I had a cb friend when I was young. They live simple lives based around prayer, the kids attended ordinary schools to 18 but she wasn't allowed to go to university despite 3 a*'s. Marry young semi arranged. The women wear skirts below the knee and they don't celebrate Christmas or birthdays, no gifts at all. Think it varies a bit - she drove and during college removed her head covering but replaced it as she left the college grounds, her cb friend in the year below pushed boundaries more but I know they both were married under 21 as I've seen her a handful of times since and she now has email and send me a merry Christmas message even though they don't celebrate

springgreensunshine · 23/05/2019 07:39

not allowed to eat with anyone unclean ie non. Pb

So they think my family is unclean and wouldn't sit at the same lunch table as my kids? That makes me angry. That's not a religion. They are not nice people. I'm glad they don't attend our school because I would struggle to give a polite explanation for why they think they are so much better than everyone else.

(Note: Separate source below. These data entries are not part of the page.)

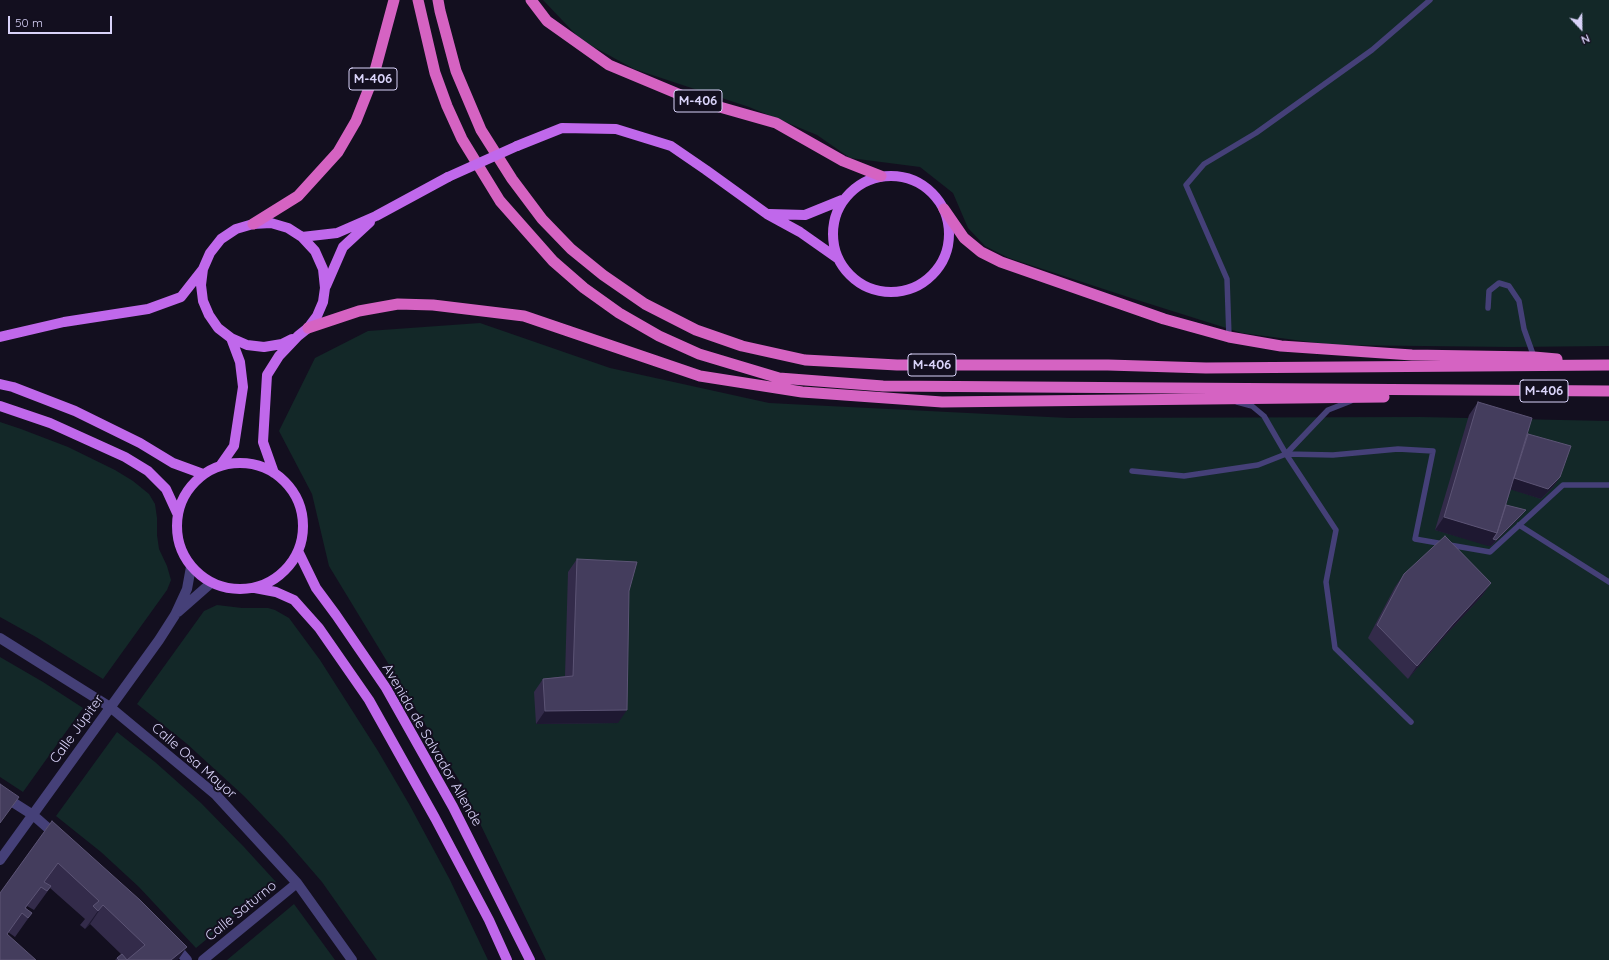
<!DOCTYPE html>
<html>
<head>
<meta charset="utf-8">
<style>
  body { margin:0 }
  #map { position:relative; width:1609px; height:960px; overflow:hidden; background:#130f1f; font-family:Quicksand,sans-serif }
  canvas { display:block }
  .north { position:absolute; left:1561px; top:8px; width:40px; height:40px; -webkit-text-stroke:3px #130f1f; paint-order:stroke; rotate:158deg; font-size:11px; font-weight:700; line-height:16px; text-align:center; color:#d9d3f9 }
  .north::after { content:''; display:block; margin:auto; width:14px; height:18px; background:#d9d3f9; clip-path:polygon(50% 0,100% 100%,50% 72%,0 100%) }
  .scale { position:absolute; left:8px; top:16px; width:104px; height:18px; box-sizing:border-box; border:2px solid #d9d3f9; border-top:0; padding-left:5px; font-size:12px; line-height:14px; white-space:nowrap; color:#d9d3f9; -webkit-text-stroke:3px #130f1f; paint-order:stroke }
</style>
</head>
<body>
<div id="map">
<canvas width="1609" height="960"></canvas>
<div class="north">N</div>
<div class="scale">50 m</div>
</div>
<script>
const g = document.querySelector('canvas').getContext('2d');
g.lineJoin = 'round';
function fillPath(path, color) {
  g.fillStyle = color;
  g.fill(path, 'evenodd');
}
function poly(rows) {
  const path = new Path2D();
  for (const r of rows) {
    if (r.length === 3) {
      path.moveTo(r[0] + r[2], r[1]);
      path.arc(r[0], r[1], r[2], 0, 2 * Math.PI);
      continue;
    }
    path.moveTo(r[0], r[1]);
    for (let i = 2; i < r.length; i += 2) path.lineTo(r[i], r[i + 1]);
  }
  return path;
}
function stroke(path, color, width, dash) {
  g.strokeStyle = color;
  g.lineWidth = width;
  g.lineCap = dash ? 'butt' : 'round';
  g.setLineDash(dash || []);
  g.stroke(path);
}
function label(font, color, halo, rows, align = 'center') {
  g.font = font + ' Quicksand,sans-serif';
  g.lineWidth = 4;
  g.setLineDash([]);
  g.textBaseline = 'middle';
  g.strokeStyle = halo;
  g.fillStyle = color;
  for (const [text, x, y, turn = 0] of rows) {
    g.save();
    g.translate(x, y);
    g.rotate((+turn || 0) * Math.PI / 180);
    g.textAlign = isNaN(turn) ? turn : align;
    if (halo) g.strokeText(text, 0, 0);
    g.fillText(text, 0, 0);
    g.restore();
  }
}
const green = poly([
  [543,0,1609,0,1609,346,1512,347,1333,345,1242,333,1131,298,1009,258,985,246,968,228,953,193,920,167,850,158,817,135,749,107,634,69,581,40],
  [480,323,610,368,769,403,1068,418,1420,417,1609,421,1609,960,546,960,459,780,329,566,312,494,279,431,315,358,368,331],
  [0,422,21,429,68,447,115,470,133,481,149,494,155,504,157,518,157,535,159,549,167,566,171,580,167,590,103,679,36,637,0,617],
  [217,605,242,608,268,608,275,610,289,618,320,660,378,751,409,804,450,880,488,960,377,960,322,882,284,838,244,796,186,743,137,704,204,611],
  [0,657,43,682,83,708,23,792,0,777],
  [117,732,155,762,201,803,244,847,276,882,196,948,139,887,101,852,56,816],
  [294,904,335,960,227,960]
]);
const service = poly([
  [1488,308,1489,291,1499,283,1509,286,1519,301,1524,329,1534,357],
  [1229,337,1227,279,1186,185,1204,164,1256,133,1372,50,1430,0],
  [1237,402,1252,406,1264,416,1286,454,1328,410,1351,401],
  [1286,454,1336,530,1326,582,1335,648,1411,722],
  [1132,471,1184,476,1258,465,1286,454,1333,455,1398,449,1433,451,1415,539,1490,552,1563,485,1609,485],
  [1519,525,1609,582]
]);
const minor = poly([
  [178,612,211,583],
  [0,638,110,707,216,795,297,883,352,960],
  [0,794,33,815,57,836],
  [0,860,159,640,175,615,187,589,191,567],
  [174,945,187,960],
  [203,960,297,883]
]);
const primary = poly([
  [517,146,562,128,616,129,671,146,706,170,767,214,800,232,837,258],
  [891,234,58],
  [769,214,805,215,842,200],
  [302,237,337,233,376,216,448,177],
  [203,269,201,285,203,301,209,315,218,328,231,338,247,345,264,347,282,344,292,339],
  [326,286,343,247,370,222],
  [0,337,64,322,148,309,181,297,203,269,210,253,221,239,236,229,253,224,271,223,288,228,302,237,315,251,323,269,325,288,323,302,317,316,308,328,298,336,279,356,267,375,263,442,274,473],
  [0,384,13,387,75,411,140,443,173,463,203,474],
  [0,406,50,423,125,457,148,471,166,489,177,513],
  [240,526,63],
  [220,466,234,446,243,387,240,362,231,338],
  [298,551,316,588,336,615,386,688,453,807,530,960],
  [255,588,276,592,294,600,319,628,369,700,435,818,489,920,507,960]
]);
const trunk = poly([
  [418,0,435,73,447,106,462,139,500,201,553,261,584,288,619,313,659,336,699,354,779,378,883,386,1609,391],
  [438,0,440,11,456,71,481,130,512,179,542,219,571,249,603,275,645,304,696,330,742,346,805,360,897,365,1108,365,1206,368,1609,365],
  [531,0,547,21,609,65,688,98,776,123,843,161,881,176],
  [944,209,964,238,981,252,1001,262,1164,319,1229,337,1281,346,1412,355,1534,357,1557,359],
  [253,224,298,196,338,152,356,121,373,78,394,0],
  [308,328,359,311,398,304,433,305,524,316,700,376,802,392,942,402,1384,397]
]);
const primaryBridge = poly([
  [448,177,517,146]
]);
const wall = poly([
  [1478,402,1528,434,1560,477,1553,487,1541,499,1511,489,1506,505,1526,510,1521,516,1491,546,1435,530,1469,415],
  [577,559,629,591,618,723,536,724,534,692,543,679,565,676,568,572],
  [1404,574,1491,583,1482,596,1444,637,1408,679,1368,638,1395,587],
  [52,821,178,960,115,960,121,954,90,924,85,929,80,925,85,919,50,888,34,910,27,906,26,908,32,913,15,937,8,932,7,934,0,960,0,893]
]);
const shadedWall = poly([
  [1560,477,1553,487,1541,499,1506,488,1513,478],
  [1526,510,1521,516,1491,546,1488,546,1493,539],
  [1444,517,1497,533,1488,546,1435,530],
  [1491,583,1482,596,1444,637,1408,679,1417,666,1453,624],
  [627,710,618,723,536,724,545,711],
  [103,905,90,924,85,929,98,911],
  [187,947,178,960,171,960]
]);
const building = poly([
  [1478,402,1532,418,1497,533,1444,517,1478,402],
  [1528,434,1571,446,1560,477,1548,489,1514,478,1528,434],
  [1506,505,1526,510,1496,540,1493,539,1497,533,1506,505],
  [1445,536,1491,583,1453,624,1417,666,1377,625,1404,574,1445,536],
  [577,559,637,562,629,591,627,710,545,711,543,679,573,676,577,559],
  [0,784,19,797,0,823,0,784],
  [52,821,140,900,187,947,171,960,119,960,117,958,122,954,127,960,145,945,103,905,98,911,93,906,99,901,58,863,44,882,51,886,47,891,41,887,25,908,32,913,28,918,22,913,7,934,36,960,0,960,0,893,52,821]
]);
const shields = [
  [373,79,48],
  [698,101,48],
  [932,365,48],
  [1544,391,48]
];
const shieldNames = [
  ["M-406",373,79],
  ["M-406",698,101],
  ["M-406",932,365],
  ["M-406",1544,391]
];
const streetNames = [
  ["Calle Júpiter",77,729,-54],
  ["Avenida de Salvador Allende",432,745,60],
  ["Calle Osa Mayor",194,761,41],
  ["Calle Saturno",241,911,-39]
];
fillPath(green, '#132828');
stroke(service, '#454078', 5.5);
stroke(minor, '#454078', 10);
stroke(primary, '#c068eb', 10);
stroke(trunk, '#d563c2', 11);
stroke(primaryBridge, '#c068eb', 10);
fillPath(wall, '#332b4a');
fillPath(shadedWall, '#1e1831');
fillPath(building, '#443d5d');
stroke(building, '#5c5475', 1);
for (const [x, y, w] of shields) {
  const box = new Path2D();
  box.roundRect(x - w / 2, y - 11, w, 22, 3);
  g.fillStyle = '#130f1f';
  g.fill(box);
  stroke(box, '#d9d3f9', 1);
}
label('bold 13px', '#d9d3f9', null, shieldNames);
label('14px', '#d9d3f9', '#130f1f', streetNames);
</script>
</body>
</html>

Loopytiles · 23/05/2019 07:42

It’s an extreme religion.

crosspelican · 23/05/2019 07:56

I know a strict PB family, and I can't help wondering if he would be married to a woman if he was not PB. He's also like something from another decade in his behaviour. Lovely, clever man with a very ready & dry sense of humour. Drinks coffee with his colleagues though (and is a huge coffee nerd with all the V60/Aeropress kit), so the "breaking bread" thing definitely doesn't extend to liquids. Also invited non-PB to his wedding & fed them perfectly normally with all the PB guests. Couldn't tell you a single thing about his wife though.